The electric car maker Tesla reported record delivery and production numbers for the second quarter of 2019. The company delivered 95,200 cars during the three months ending June 30 — a 51.1% increase over an admittedly weak first quarter and beating its previous record of 90,700 deliveries set in the fourth quarter of 2018.

Analysts are excited about growing demand for alternative vehicles. Jim Press, a long-time auto executive who was previously president of Chrysler and Toyota, noted:

“The green car market is not just in California, it’s beginning to expand beyond, and if you look at Tesla’s production, half of their sales up to the beginning of this year [had] been in the state of California. A lot of this growth now for them is outside of California and that shows the demand is growing for green vehicles throughout the country and, actually, in other markets as well outside the United States.”

There could be more good things in store for the manufacturer, as Tesla recently displayed the next generation of its automated emergency breaking (AEB) system. The system is designed to prevent accidents with cyclists and pedestrians as AEB can trigger the brakes when someone crosses in front of the car’s path.

Don’t look now, but the United States economy is in its longest period of economic expansion ever. July marks 121 straight months of expansion, breaking the previous record of 120 months during the period between 1991 and 2001. With such great economic growth, many wonder what the continued upside is for the economy.

“We still do not see a recession, but we continue to worry more about downside risks than upside risks to the outlook,” said Torsten Slok, Deutsche Bank’s chief economist, in an email. “To counter the ongoing slowdown in the data and the uncertainty of how much longer the trade war will continue, we see the Fed cutting rates in July, September, and December.”

Unfortunately for its economy, the US has had an inverted US Treasury yield curve for the past quarter. An inverted yield curve has historically been a sign of an incoming recession in the next 12-24 months.

Europe is experiencing record high temperatures throughout the region, with many regions breaking all-time record highs. Early analysis suggests that climate change made this current heat wave five times more likely than it otherwise would have been. 

Zeke Hausfather with independent climate research group Berkeley Earth notes that this could be the hottest year ever since the weather has been recorded: 

“June 2019 will likely be the warmest or second-warmest June in all the global temperature data sets since records began in the mid-1800s,” Mr. Hausfather said. “This further boosts an already near-record-warm start to the year, putting us on track for 2019 to be the second or third-warmest year on record.”

Climate change has a significant economic impact as well, affecting health, tourism, crop yields, productivity, and more. According to a recent report by Moody’s, climate change could cost the global economy $69 trillion by 2100.

Financial giant Deutsche Bank took a major step back by laying off 18,000 workers and leaving the equities trading business altogether. All told, this plan is set to cost the company 7.4 billion euros over the next four years.
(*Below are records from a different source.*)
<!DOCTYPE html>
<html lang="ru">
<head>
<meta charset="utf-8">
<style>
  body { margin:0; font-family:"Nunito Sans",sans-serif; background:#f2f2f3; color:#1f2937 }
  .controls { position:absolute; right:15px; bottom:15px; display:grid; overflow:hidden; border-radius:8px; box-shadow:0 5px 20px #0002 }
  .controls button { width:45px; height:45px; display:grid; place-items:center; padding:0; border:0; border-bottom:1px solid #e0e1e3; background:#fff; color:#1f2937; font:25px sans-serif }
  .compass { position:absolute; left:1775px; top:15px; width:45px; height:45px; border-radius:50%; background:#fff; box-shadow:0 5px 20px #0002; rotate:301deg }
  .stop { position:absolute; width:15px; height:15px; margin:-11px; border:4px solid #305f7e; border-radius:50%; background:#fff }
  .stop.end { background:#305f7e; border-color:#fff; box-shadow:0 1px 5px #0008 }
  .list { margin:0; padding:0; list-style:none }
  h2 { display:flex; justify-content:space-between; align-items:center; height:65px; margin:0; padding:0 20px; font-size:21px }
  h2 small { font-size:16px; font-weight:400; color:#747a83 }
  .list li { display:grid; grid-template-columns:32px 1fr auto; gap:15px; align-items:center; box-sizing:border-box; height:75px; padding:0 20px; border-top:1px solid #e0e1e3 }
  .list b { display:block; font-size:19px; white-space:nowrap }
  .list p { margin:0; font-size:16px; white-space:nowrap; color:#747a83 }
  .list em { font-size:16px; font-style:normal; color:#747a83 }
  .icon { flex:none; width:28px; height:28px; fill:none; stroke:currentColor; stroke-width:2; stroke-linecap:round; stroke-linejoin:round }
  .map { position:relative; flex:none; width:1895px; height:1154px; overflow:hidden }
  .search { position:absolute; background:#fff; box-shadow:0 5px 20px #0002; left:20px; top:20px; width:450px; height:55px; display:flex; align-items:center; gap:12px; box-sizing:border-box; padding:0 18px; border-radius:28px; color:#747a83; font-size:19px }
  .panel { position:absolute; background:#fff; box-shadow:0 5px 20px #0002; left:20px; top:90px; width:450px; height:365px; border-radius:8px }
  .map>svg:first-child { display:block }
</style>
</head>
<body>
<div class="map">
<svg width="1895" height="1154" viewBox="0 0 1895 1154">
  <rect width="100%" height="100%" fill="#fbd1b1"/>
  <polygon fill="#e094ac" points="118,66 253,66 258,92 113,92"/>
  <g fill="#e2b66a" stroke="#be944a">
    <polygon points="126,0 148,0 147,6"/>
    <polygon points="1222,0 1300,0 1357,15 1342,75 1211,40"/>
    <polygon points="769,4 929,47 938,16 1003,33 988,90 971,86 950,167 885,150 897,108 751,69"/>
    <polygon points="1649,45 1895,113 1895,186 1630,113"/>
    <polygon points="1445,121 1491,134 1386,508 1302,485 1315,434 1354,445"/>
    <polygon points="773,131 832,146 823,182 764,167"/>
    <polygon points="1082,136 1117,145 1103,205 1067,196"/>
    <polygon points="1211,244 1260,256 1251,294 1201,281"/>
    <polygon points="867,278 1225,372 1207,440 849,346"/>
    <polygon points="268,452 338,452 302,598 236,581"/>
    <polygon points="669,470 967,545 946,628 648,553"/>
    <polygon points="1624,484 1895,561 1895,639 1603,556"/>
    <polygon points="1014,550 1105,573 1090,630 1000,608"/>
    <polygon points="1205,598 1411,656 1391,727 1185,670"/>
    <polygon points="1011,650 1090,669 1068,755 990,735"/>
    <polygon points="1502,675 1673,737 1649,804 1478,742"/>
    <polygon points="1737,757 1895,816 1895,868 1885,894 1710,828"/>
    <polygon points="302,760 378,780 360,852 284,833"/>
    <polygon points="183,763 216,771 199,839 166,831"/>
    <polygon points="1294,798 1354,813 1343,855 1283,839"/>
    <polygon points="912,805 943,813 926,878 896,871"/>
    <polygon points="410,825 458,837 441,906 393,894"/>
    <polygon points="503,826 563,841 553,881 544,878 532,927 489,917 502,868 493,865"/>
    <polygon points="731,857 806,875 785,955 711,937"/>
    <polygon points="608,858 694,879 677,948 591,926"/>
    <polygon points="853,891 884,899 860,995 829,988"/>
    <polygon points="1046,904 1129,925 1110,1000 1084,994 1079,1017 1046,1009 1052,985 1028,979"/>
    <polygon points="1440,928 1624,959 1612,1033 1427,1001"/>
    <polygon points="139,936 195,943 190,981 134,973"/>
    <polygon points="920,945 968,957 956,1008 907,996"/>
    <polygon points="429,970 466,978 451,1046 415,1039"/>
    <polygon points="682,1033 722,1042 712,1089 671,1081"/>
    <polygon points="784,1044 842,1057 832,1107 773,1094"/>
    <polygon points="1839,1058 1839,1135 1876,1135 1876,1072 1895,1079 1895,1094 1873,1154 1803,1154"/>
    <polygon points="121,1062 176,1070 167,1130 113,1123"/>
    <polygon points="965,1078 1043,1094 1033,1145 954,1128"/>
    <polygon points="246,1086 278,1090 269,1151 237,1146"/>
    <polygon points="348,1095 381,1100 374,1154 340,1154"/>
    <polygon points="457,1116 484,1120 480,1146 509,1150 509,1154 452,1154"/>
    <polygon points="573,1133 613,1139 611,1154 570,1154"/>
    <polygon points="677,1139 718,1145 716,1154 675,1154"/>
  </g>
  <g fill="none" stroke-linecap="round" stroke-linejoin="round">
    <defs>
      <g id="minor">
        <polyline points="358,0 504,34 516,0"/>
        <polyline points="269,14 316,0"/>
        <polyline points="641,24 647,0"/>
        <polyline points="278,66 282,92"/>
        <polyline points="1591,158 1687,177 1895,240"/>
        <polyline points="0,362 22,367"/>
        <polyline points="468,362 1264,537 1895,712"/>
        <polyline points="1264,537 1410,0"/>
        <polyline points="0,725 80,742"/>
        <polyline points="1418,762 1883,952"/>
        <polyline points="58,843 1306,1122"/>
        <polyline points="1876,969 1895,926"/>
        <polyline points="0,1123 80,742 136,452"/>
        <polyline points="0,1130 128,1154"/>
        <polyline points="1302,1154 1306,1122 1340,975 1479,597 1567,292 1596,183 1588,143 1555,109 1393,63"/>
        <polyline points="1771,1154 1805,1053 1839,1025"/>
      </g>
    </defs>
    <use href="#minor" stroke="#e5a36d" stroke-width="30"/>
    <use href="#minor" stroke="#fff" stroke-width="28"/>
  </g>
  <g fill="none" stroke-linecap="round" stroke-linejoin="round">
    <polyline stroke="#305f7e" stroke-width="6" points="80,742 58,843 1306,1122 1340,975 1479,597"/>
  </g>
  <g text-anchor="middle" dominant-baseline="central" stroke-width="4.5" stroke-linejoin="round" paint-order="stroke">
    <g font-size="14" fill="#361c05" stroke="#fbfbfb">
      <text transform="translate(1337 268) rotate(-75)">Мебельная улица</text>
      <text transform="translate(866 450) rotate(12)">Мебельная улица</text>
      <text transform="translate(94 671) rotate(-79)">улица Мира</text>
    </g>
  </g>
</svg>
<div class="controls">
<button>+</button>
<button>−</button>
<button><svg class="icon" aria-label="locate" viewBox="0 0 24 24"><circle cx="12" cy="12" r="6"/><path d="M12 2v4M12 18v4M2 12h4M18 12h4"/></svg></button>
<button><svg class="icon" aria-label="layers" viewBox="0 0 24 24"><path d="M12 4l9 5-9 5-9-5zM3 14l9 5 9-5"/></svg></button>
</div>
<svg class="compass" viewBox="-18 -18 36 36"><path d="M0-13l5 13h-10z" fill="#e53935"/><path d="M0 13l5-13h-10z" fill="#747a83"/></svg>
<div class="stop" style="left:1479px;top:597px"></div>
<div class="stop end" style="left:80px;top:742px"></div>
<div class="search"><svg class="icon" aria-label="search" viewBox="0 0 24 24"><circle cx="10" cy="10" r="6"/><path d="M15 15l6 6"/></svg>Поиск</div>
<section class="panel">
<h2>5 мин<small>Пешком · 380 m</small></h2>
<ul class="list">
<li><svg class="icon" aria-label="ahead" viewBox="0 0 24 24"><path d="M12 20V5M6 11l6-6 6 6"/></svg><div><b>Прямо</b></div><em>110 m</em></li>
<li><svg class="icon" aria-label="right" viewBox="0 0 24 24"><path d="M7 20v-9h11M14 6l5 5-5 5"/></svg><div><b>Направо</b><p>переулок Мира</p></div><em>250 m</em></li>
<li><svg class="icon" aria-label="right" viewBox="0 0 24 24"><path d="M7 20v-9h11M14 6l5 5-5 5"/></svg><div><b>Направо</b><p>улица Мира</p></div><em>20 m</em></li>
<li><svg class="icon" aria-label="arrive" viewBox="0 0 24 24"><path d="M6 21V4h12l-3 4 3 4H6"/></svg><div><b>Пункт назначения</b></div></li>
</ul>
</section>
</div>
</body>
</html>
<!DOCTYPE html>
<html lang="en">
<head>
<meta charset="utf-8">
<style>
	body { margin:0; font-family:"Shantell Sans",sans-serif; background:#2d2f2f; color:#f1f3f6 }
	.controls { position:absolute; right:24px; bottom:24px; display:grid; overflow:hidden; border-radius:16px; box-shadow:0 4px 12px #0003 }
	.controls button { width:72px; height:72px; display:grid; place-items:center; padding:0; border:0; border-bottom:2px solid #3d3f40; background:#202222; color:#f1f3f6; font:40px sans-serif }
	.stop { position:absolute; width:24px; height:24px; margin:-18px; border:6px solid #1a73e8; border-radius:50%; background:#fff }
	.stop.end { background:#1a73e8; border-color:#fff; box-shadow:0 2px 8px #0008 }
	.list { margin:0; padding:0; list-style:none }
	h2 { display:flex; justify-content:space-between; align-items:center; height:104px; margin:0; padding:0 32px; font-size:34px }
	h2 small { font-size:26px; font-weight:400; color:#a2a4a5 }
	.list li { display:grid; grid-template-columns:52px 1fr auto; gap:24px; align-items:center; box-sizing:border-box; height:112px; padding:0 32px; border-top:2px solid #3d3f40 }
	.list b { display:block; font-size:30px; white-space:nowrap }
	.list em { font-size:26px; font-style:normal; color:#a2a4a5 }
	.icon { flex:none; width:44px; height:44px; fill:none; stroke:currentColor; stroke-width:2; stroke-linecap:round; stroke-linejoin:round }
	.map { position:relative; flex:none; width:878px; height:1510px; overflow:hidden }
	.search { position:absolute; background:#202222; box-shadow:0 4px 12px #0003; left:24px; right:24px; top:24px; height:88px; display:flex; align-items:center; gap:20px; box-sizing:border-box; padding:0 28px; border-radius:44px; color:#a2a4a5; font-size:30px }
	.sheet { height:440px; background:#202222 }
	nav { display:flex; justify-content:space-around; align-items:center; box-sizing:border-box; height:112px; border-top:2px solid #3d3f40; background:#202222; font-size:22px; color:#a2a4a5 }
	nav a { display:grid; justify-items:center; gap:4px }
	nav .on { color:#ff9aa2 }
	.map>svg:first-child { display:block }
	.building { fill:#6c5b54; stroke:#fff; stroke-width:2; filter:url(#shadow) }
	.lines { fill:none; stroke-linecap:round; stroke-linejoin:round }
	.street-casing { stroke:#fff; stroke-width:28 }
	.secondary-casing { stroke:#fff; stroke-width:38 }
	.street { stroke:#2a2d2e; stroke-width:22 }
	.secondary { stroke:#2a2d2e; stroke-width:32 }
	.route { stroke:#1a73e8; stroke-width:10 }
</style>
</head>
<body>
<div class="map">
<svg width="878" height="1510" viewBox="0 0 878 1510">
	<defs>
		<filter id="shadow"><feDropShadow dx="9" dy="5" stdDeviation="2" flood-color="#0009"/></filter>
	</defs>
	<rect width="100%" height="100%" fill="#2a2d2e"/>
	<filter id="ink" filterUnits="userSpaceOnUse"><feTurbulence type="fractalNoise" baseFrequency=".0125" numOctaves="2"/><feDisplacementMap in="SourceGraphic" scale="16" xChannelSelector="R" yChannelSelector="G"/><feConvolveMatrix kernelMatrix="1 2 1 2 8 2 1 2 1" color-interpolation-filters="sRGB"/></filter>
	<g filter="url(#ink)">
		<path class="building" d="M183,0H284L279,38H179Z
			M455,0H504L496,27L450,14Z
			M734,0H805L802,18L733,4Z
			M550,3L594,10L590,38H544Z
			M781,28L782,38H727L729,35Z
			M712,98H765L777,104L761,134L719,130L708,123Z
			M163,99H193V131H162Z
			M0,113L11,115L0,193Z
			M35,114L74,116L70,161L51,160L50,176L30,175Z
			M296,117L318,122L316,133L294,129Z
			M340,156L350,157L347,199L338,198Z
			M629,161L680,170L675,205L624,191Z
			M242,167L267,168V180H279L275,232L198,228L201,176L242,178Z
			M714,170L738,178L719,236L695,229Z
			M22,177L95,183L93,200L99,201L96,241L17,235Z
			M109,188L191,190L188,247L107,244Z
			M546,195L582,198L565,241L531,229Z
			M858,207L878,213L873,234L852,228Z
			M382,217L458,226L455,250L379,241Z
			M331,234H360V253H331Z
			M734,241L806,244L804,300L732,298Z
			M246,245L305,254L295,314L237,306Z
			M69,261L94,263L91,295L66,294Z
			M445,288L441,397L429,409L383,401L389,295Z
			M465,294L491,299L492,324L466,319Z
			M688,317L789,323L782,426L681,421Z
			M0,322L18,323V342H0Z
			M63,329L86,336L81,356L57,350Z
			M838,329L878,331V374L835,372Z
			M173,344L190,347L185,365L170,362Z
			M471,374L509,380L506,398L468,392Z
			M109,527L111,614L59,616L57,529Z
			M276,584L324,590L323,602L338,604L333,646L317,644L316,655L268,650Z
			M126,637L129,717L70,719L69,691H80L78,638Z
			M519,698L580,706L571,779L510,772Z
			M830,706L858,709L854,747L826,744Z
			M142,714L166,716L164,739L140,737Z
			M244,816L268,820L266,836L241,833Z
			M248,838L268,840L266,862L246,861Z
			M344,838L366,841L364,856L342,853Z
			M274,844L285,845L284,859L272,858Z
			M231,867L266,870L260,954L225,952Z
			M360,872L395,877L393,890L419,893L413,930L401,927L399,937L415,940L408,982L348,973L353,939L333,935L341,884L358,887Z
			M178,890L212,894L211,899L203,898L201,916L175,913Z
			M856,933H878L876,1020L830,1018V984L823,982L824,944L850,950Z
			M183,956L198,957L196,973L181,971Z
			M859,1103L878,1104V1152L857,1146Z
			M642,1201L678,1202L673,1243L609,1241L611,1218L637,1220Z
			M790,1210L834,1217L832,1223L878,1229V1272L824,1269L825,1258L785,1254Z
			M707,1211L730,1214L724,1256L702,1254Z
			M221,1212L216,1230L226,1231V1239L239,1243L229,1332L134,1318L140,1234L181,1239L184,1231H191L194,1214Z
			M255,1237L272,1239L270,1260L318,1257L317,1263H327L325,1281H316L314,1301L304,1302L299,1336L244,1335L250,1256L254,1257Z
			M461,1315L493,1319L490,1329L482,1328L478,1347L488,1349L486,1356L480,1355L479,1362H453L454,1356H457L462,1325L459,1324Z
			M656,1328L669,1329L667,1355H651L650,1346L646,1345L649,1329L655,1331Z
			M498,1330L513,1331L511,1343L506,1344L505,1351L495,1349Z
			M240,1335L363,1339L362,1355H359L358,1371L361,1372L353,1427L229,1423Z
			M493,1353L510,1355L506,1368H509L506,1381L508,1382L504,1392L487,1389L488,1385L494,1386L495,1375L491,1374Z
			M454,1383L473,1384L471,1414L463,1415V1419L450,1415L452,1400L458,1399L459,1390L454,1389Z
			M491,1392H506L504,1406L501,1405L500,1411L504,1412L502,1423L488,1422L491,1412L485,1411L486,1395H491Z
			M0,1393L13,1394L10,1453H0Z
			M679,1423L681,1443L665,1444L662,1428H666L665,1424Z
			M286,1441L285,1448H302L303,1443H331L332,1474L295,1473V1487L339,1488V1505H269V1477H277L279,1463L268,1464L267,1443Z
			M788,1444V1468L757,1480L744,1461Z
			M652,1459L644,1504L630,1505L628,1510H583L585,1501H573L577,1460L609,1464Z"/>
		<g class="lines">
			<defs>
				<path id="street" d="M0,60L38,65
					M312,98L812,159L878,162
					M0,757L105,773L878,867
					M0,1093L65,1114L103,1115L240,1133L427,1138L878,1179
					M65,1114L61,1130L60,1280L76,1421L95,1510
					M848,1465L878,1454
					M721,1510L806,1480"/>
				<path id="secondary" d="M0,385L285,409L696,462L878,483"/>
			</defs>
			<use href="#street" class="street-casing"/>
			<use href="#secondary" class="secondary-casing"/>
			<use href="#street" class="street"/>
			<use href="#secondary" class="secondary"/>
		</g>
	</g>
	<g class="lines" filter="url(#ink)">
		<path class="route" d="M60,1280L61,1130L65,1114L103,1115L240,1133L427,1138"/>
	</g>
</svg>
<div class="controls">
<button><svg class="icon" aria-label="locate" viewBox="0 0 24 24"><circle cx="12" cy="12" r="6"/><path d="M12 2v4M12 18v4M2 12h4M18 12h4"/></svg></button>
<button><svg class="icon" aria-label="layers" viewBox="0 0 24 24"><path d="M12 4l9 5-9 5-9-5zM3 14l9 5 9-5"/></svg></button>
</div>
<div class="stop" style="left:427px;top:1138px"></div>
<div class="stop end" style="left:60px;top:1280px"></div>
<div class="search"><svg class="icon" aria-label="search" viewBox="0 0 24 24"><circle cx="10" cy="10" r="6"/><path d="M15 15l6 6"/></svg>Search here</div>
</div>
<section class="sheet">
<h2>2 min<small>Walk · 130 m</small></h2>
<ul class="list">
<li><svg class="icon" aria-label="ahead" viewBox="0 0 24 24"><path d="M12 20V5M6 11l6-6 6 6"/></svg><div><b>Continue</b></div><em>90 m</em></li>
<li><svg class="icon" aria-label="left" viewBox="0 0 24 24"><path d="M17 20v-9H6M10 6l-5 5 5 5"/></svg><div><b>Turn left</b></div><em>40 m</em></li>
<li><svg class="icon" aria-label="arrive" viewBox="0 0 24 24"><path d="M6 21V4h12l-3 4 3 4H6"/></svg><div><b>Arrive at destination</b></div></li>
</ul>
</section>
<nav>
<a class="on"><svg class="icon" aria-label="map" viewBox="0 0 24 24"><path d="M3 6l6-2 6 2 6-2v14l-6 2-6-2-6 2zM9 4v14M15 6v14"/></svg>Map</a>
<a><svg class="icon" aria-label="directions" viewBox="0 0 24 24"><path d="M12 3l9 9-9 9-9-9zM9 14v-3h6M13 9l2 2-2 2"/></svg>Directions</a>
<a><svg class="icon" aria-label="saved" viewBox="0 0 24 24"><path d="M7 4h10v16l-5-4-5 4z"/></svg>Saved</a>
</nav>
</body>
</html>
As Germany’s biggest bank, Deutsche Bank has been in operation for 149-years, but now will have to find new ways to reinvent itself.

“This is a restart for Deutsche Bank … In refocusing the bank around our clients, we are returning to our roots and to what once made us one of the leading banks in the world,” he added.

The bank plans to shift its focus to retail banking customers and corporate clients in Europe. This announcement has drawn the skepticism of Wall Street firms who see this restructuring as overly ambitious and potentially risky. 

Trade between Europe and China is one step closer to becoming much more streamlined. This month the proposed 2,000 km (1,250 mile) long road running across Russia, connecting Belarus to Kazakhstan, was approved. The project is expected to cost about $9.5 billion: 

“The project is being carried out by the Russian investment holding LLC Meridian, which was registered in 2013. Among its co-owners are the well-known Russian businessmen Alexander Ryazanov and Roman Nesterenko. Ryazanov was deputy chairman of Gazprom and now is a board member of the Russian railway monopoly RZD. The route will be a toll road, which will be designed primarily for the transportation of goods, with a high percentage of the loads being transit cargo. The new road will be a key trade route as it will form part of the Russia-Western China highway, the overall length of which will be an impressive 8,445km long.”

Dubbed the “Meridian Highway”, this stretch of road is the first in a series of plans by the Chinese to connect its nation with all of Europe, specifically with plans to connect Shanghai with Hamburg, Germany.